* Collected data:
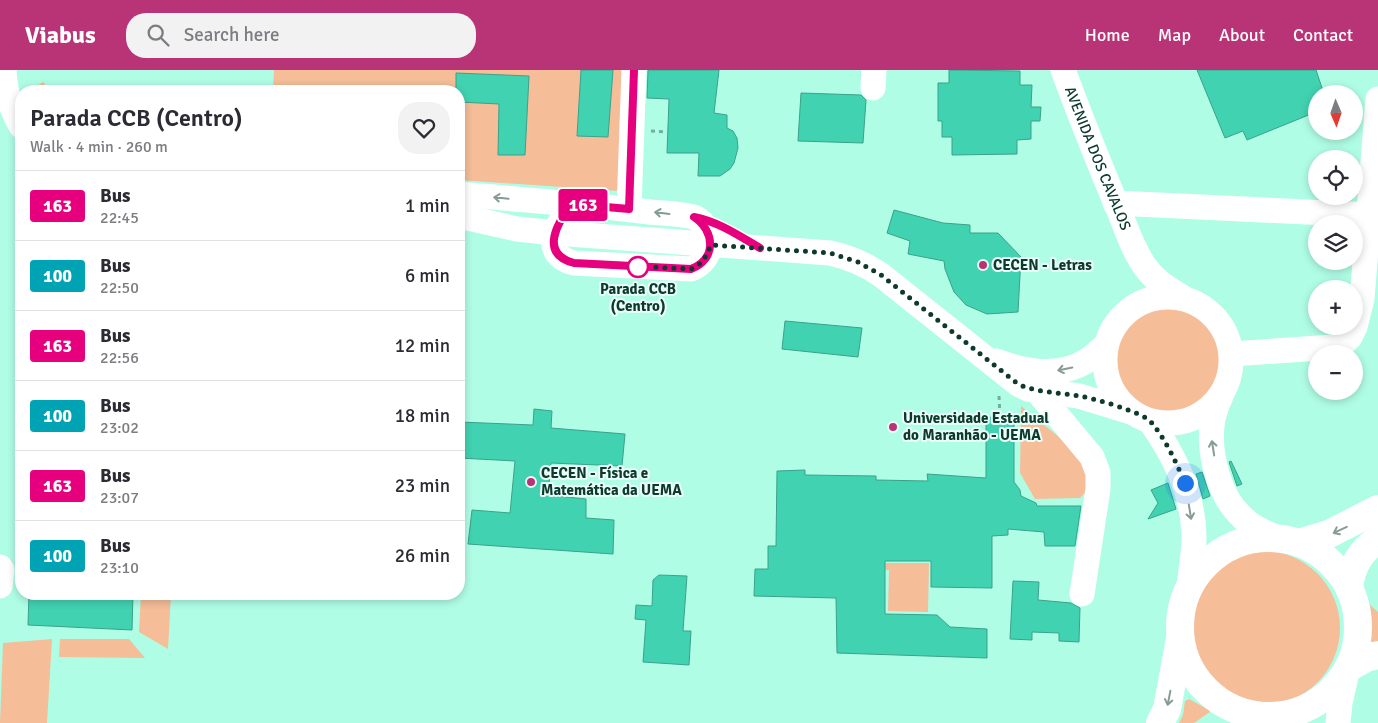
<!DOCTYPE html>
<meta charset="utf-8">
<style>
:root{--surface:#fff;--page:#f2f2f3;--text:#2b2b33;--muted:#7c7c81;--line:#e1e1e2;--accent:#b93377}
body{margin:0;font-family:Signika,sans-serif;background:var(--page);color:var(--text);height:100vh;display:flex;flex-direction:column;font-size:19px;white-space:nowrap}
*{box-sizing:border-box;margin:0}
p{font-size:16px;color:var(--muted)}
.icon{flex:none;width:28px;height:28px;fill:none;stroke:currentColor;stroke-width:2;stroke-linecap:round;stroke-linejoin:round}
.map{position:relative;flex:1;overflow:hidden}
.drawer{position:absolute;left:15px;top:15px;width:450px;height:515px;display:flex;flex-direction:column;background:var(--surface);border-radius:20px;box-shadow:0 2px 8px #0003}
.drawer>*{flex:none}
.badge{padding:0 10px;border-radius:4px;font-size:18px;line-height:32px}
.needle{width:32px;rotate:178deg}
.buttons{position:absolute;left:1308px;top:15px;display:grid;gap:10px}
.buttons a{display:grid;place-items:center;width:55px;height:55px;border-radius:50%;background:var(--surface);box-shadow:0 2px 8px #0003;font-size:25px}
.you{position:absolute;width:25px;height:25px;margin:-12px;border:4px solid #fff;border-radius:50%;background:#1a73e8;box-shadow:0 0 0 8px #1a73e833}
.map>.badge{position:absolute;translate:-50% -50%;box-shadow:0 0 0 2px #fff}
.round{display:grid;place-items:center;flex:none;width:52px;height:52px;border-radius:20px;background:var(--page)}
.head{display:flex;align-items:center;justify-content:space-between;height:85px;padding:0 15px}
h1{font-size:24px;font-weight:600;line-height:38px}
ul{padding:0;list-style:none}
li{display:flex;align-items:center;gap:15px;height:70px;padding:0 15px;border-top:1px solid var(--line)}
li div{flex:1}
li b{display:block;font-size:19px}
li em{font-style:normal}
li .badge{min-width:55px;font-weight:700;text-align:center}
header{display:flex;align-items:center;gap:30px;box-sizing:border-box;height:70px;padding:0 25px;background:var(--accent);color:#fff}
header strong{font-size:24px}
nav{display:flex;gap:28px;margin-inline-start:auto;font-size:18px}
.search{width:350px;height:45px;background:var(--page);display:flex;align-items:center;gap:12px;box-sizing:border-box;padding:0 18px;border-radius:20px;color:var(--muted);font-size:19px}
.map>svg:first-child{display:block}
</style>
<header>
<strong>Viabus</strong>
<div class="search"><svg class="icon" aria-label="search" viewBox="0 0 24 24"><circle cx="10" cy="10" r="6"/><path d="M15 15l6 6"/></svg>Search here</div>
<nav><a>Home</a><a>Map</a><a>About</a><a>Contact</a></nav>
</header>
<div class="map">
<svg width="1378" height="653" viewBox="0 0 1378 653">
<rect width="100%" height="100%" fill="#b0fde6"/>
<g fill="#f5bd98">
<polygon points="274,0 623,0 619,121 459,110 459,21 273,21"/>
<polygon points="43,12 51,21 30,21"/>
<circle cx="1168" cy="292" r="53"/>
<polygon points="1021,336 1103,403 1080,428 1035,429 1020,403"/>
<circle cx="1263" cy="558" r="77"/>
<polygon points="853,493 929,493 928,542 888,541 889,500 860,499"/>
<polygon points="141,524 171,524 168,579 139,562"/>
<polygon points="1365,533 1369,534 1378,542 1378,573 1374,573 1371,571"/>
<polygon points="52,569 47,653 0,653 3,573"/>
<polygon points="60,569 129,569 145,588 59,587"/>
<polygon points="1189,629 1209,640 1210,642 1194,653 1179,653 1183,645 1185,631"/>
</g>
<g fill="#41d2b1" stroke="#3ba289">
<polygon points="581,0 613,0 608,67 577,66"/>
<polygon points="648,0 719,0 714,43 727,45 727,58 733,61 737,68 738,78 734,93 730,99 720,106 698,106 699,83 667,83 669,29 647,28"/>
<polygon points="949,0 1020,1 1020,15 1032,15 1031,37 1041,37 1040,51 1031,51 1031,69 1017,70 1017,84 952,85 952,67 942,67 942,51 938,51 938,13 949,13"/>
<polygon points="1197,0 1316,0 1324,24 1316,24 1316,42 1247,70 1243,61 1225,68"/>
<polygon points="456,3 529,6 525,85 498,85 499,34 459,32 459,21 456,21"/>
<polygon points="801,23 861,25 866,30 863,73 798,71"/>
<polygon points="894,140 943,153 970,155 970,163 998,163 1021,187 1018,242 987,244 966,235 954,222 945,199 944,191 908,184 910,171 887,163"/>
<polygon points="785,251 862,258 858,287 782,279"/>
<polygon points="534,339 552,341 551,358 625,364 622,396 551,393 548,425 586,429 586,448 614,450 613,484 468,474 472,440 510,443 515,391 459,388 459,352 533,355"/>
<polygon points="986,347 1014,348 1014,412 1020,420 1021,426 1036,433 1037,436 1081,436 1075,476 1045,476 1044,462 1008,459 1008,465 992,466 992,518 931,517 931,491 885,491 885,544 937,545 950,557 987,559 987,588 837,583 836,528 754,526 755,499 768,499 768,476 776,476 777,401 805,400 805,405 876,406 876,410 928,411 927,404 986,408"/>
<polygon points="1231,391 1242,414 1237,416 1229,392"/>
<polygon points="1202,402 1210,426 1203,429 1196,404"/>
<polygon points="1168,413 1176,439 1148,449 1158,433 1151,420"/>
<polygon points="659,505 687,506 683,561 691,561 689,595 643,592 646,550 635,549 636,535 652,536 653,510"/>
<polygon points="1013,511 1039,512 1038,530 1071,533 1080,538 1079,572 1059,571 1059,563 1032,562 1032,570 1010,569"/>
<polygon points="29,524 133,524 132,560 28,555"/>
</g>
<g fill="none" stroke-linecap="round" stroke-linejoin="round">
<g stroke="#6faf9d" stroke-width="3" stroke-dasharray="4 4" stroke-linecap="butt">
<polyline points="651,61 668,62"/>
<polyline points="999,326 1000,348"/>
</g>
<g stroke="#fff" stroke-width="25">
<path d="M4,0C5,21 10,37 21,56"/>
<path id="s1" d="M1063,0C1081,48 1100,96 1120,143C1127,161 1134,182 1146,198C1156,212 1171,220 1185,229"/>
<polyline points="873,18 874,0"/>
<path d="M459,124C522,130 587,134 650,142C660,143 688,144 696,148C705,153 713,166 710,177C707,188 701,195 691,199L574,193C539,184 557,153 572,135"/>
<polyline points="1115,133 1370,145"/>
<polyline points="629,139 634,0"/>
<path d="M459,146L517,159L555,163L830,183C849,187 865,194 881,205L1018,314L1028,319L1079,326L1131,342"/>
<circle cx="1168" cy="290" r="63"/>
<polyline points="1232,284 1334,277 1345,272 1350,267 1355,257 1362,229 1378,29"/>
<path d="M996,291C1024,302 1061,308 1088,290C1095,285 1100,280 1106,275"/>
<polyline points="1037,321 1092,387 1098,403 1098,419 1082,524"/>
<path d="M1221,326C1217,335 1213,345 1212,356C1209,384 1219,426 1241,446C1251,457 1264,462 1278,468"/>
<path d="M1150,351C1174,385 1193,422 1194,466C1194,483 1191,499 1189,516"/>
<polyline points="0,497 2,500 0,516"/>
<polyline points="1338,653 1340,633 1347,602"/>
</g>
<g stroke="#fff" stroke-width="28">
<circle cx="1269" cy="557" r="89"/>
<polyline points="1299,473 1329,464 1378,439"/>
<path d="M1349,517C1352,495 1360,482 1378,469"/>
<polyline points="1350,597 1366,588 1378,585"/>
<polyline points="1160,653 1167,639 1180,569"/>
</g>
</g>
<defs><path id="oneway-shaft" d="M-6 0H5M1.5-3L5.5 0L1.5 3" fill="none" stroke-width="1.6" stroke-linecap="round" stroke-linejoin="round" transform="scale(1.25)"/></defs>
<g stroke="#869c97">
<use href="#oneway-shaft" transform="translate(501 128) rotate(-174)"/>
<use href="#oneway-shaft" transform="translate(662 143) rotate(-173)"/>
<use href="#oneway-shaft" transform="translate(1065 299) rotate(168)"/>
<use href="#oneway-shaft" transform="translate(1213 378) rotate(-99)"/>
<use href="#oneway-shaft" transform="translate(1190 442) rotate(81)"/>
<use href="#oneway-shaft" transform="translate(1340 460) rotate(155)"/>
<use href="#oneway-shaft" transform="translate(1169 628) rotate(101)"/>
</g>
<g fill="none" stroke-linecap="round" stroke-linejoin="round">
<defs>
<path id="line" d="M634,0L629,139L572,134C557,153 539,184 574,193L691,199C717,189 715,161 694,147C719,152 738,165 760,178"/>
</defs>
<use href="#line" stroke="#fff" stroke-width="11"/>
<use href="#line" stroke="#e6007e" stroke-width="8"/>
<path stroke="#0d392f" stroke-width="5" stroke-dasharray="0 9" d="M638,197L629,196L691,199C703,194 706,186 711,175L830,183L858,192L881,205L1018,314C1037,323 1058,322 1079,326C1093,328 1142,342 1151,352C1166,370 1176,392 1185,413"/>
</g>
<g fill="#b93377" stroke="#ebfdf7" stroke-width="2">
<circle cx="983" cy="195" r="5"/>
<circle cx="893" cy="357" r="5"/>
<circle cx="531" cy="412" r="5"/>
</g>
<circle fill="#fff" stroke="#e6007e" stroke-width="2.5" cx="638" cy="197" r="10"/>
<g text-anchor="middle" stroke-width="4" stroke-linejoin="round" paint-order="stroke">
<g font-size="15" fill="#0d392f" stroke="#ebfdf7">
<text dy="5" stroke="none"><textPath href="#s1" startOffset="95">AVENIDA DOS CAVALOS</textPath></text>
</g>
<g font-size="15" font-weight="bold" fill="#0d392f" stroke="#ebfdf7" text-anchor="start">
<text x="993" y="200">CECEN - Letras</text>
<text x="903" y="353">Universidade Estadual<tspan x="903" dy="17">do Maranhão - UEMA</tspan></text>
<text x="541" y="408">CECEN - Física e<tspan x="541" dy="17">Matemática da UEMA</tspan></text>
</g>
<g font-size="15" font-weight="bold" fill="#0d392f" stroke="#ebfdf7">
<text x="638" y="224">Parada CCB<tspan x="638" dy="17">(Centro)</tspan></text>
</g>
</g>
</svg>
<div class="buttons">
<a><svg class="needle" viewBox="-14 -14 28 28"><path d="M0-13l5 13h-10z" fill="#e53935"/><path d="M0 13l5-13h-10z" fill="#7c7c81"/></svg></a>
<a><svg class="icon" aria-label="locate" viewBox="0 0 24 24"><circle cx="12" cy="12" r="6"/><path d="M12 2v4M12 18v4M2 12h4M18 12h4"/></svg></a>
<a><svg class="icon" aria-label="layers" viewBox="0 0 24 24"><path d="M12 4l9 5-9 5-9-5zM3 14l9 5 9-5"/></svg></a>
<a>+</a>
<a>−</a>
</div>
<div class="you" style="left:1185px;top:413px"></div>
<b class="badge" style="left:583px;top:135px;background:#e6007e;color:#fff">163</b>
<section class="drawer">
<div class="head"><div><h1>Parada CCB (Centro)</h1><p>Walk · 4 min · 260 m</p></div><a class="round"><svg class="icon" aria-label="heart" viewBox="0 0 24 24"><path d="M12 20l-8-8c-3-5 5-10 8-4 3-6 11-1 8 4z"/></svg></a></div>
<ul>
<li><span class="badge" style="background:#e6007e;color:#fff">163</span><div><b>Bus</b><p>22:45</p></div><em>1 min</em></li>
<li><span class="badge" style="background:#00a3b4;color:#fff">100</span><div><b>Bus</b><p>22:50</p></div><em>6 min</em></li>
<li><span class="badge" style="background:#e6007e;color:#fff">163</span><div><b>Bus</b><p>22:56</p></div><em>12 min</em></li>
<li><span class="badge" style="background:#00a3b4;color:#fff">100</span><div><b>Bus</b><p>23:02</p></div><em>18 min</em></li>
<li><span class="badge" style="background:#e6007e;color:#fff">163</span><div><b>Bus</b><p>23:07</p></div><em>23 min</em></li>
<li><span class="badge" style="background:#00a3b4;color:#fff">100</span><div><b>Bus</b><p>23:10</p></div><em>26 min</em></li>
</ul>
</section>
</div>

* Exercise objective: Count up the lines in the records where the string "solid" appears. Your reply is that number alone.

* Task answer: 2